Sergio Souza with GE Renewable Energy Hydro called hydropower the solution for the new grid to come. He said, “We should not see wind as the enemy of hydro because for every wind turbine you have installed, you need hydro to support it.”

Southern Company has 2,600 MW of hydro, with seven of these 32 plants more than 100 years old. Over the next 10 years, the two divisions of the company plan to reinvest a total of $2.2 billion in the hydro fleet. With regard to pumped storage, Southern Company owns Wallace Dam, with close to 500 MW of pumped storage capacity, that began operating in 1984 and is still running today with original equipment. And the company owns 20% of the Rocky Mountain pumped storage plant. Additionally, Southern Company is investigating two strong project sites for future pumped storage development, which could provide 1,000 to 1,500 MW of potential. The hangup to developing one of these, Johnson says, is the valuation of pumped storage in this ever-changing market.

Carl Atkinson with Voith Hydro said hydro is a cornerstone of the U.S. energy market and still a very viable building block around the world. He agreed that pumped storage is a really viable asset for continuing use in power generation, saying hydro can be used to store energy from all the other renewable resources being built and release that energy when it’s needed. In Europe, Atkinson said, pumped storage is being used to respond to very quick grid faults.

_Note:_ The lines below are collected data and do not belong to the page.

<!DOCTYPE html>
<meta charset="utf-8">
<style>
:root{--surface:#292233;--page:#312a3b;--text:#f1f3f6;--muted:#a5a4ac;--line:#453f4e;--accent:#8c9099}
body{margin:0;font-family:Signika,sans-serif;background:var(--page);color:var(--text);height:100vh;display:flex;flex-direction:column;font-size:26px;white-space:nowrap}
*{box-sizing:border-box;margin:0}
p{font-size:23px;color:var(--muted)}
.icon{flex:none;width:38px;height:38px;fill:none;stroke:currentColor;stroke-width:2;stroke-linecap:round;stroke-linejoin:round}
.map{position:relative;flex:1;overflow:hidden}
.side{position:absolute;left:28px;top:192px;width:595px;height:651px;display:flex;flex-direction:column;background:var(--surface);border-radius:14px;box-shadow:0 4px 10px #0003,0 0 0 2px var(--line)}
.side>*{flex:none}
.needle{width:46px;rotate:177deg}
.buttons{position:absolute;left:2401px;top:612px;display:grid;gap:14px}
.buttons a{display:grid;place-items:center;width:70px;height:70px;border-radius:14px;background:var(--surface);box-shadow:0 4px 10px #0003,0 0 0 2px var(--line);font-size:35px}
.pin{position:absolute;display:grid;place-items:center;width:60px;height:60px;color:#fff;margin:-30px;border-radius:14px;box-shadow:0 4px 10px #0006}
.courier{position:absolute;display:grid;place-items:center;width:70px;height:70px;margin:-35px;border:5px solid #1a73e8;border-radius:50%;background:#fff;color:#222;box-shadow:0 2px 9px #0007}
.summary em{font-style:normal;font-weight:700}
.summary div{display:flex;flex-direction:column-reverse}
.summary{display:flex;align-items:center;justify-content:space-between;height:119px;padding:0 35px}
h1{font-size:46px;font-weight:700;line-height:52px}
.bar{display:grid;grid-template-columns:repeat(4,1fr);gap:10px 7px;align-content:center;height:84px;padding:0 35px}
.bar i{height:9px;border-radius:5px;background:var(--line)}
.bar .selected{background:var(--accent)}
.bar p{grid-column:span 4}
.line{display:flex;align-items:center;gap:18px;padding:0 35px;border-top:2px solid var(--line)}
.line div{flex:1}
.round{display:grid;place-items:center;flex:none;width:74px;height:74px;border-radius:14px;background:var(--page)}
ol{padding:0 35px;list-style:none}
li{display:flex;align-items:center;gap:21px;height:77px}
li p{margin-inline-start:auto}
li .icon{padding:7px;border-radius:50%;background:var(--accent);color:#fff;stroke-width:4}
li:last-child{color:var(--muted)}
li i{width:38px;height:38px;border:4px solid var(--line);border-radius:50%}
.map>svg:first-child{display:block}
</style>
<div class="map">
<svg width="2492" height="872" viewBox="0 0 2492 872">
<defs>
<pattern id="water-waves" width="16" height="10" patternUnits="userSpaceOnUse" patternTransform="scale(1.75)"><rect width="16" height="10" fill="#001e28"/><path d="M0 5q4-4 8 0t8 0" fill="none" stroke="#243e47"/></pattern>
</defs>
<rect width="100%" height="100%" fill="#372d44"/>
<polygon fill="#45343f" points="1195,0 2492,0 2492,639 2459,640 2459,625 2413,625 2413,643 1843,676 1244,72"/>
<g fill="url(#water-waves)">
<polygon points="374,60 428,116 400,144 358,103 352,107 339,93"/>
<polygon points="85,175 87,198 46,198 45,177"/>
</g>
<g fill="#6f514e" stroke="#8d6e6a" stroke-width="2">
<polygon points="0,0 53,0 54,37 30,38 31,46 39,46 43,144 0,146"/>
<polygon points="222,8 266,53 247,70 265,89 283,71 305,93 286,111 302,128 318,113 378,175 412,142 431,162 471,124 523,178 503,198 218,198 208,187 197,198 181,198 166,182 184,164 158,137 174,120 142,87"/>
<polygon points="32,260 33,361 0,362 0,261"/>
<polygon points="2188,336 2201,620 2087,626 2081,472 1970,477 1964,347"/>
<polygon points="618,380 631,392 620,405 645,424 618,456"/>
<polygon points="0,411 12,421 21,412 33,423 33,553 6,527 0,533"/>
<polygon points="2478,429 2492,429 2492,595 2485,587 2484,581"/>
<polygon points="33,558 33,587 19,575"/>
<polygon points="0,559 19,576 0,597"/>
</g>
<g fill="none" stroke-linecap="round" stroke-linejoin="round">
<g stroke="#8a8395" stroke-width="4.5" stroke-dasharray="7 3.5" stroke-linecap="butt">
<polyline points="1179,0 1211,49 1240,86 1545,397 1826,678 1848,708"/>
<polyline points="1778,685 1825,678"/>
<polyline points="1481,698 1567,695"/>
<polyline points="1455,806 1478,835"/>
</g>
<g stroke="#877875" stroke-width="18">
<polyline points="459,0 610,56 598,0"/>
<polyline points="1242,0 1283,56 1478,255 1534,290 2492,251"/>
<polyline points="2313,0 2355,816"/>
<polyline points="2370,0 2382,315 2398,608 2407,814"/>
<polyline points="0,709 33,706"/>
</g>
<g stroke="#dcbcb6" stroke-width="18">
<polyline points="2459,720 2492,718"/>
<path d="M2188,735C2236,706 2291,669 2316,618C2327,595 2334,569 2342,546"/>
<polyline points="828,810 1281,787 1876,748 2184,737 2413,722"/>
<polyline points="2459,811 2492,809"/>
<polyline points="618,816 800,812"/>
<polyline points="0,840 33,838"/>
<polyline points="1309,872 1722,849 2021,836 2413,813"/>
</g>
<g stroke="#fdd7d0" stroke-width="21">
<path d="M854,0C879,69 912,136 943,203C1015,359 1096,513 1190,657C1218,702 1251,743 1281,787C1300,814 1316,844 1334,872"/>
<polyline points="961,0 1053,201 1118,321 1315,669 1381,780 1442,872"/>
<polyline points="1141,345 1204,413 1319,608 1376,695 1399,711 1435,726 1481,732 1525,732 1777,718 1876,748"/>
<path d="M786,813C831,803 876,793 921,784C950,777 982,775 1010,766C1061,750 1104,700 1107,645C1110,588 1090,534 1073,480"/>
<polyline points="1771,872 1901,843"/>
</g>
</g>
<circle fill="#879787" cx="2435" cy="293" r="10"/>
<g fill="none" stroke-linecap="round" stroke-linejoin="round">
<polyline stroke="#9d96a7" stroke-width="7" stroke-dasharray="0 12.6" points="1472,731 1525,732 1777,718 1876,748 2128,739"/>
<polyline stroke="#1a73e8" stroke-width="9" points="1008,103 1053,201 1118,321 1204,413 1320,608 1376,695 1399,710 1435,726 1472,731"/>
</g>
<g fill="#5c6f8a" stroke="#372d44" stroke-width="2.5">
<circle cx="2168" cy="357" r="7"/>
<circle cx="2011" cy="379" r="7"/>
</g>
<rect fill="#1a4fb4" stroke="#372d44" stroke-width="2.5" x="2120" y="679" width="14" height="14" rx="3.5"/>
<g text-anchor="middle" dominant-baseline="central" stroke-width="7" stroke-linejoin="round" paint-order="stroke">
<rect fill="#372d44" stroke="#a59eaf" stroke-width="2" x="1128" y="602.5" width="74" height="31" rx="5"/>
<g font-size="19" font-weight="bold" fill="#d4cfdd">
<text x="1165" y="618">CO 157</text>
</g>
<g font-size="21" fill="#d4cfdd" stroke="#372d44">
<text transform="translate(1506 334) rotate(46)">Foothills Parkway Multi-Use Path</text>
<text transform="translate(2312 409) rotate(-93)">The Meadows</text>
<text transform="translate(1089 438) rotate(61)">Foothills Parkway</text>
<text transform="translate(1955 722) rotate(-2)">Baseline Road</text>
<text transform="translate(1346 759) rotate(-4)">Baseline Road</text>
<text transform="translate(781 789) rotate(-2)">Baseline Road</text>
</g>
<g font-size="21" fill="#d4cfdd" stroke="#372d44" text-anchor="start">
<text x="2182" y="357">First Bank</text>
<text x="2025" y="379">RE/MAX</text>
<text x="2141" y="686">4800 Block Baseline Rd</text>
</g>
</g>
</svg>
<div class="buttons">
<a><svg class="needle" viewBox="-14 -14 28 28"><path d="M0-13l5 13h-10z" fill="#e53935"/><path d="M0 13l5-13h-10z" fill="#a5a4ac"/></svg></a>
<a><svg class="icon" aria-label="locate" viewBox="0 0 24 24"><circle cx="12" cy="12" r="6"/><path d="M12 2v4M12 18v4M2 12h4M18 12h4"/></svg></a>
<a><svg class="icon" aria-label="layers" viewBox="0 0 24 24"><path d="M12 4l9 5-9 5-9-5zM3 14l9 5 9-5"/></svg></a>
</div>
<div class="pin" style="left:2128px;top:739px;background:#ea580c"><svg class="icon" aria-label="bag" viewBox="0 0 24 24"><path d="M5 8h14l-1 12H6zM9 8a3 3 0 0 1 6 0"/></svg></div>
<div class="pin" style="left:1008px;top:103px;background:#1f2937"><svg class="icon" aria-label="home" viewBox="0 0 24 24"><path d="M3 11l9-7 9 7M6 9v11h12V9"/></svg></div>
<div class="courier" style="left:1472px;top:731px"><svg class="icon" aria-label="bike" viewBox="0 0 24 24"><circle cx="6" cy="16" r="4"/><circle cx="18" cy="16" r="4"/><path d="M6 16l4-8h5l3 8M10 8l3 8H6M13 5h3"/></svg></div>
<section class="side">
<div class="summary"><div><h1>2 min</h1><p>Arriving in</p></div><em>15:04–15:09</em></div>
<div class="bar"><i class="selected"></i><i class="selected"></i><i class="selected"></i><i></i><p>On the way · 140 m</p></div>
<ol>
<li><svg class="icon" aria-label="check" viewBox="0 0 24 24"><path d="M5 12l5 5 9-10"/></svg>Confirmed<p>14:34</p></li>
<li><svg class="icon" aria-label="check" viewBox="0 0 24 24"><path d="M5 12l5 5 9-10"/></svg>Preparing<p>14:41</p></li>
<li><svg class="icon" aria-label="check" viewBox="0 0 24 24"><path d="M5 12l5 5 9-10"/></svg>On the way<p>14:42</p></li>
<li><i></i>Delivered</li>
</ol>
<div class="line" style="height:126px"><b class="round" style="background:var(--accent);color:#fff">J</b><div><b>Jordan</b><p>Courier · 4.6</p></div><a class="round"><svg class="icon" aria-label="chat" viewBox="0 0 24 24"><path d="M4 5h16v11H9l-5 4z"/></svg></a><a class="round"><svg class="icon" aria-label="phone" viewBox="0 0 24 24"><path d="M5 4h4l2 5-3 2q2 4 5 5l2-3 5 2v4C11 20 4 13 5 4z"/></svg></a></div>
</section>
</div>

Kevin Young with Young Energy Services discussed the fact that traditional hydro has always been thought of as a peaking resource but now it is becoming more baseload than it ever way. Young also said the U.S. hasn’t built new pumped storage in decades because of financing. And the U.S. can’t meet its renewables criteria unless adequate storage is available. Because pumped storage doesn’t generate new power, it’s like a giant battery in the system. In fact, batteries and pumped storage are complimentary, with batteries tending to be more distributed and large pumped storage tending to be more system based.

Souza said that batteries are trendy and they have their space, and pumped storage has its space and they’re different. Atkinson said batteries are being brought in to make traditional hydro plants more responsive to the needs of their local grids. For example, installing batteries in the switchyards effectively expands the operating range of the hydro equipment.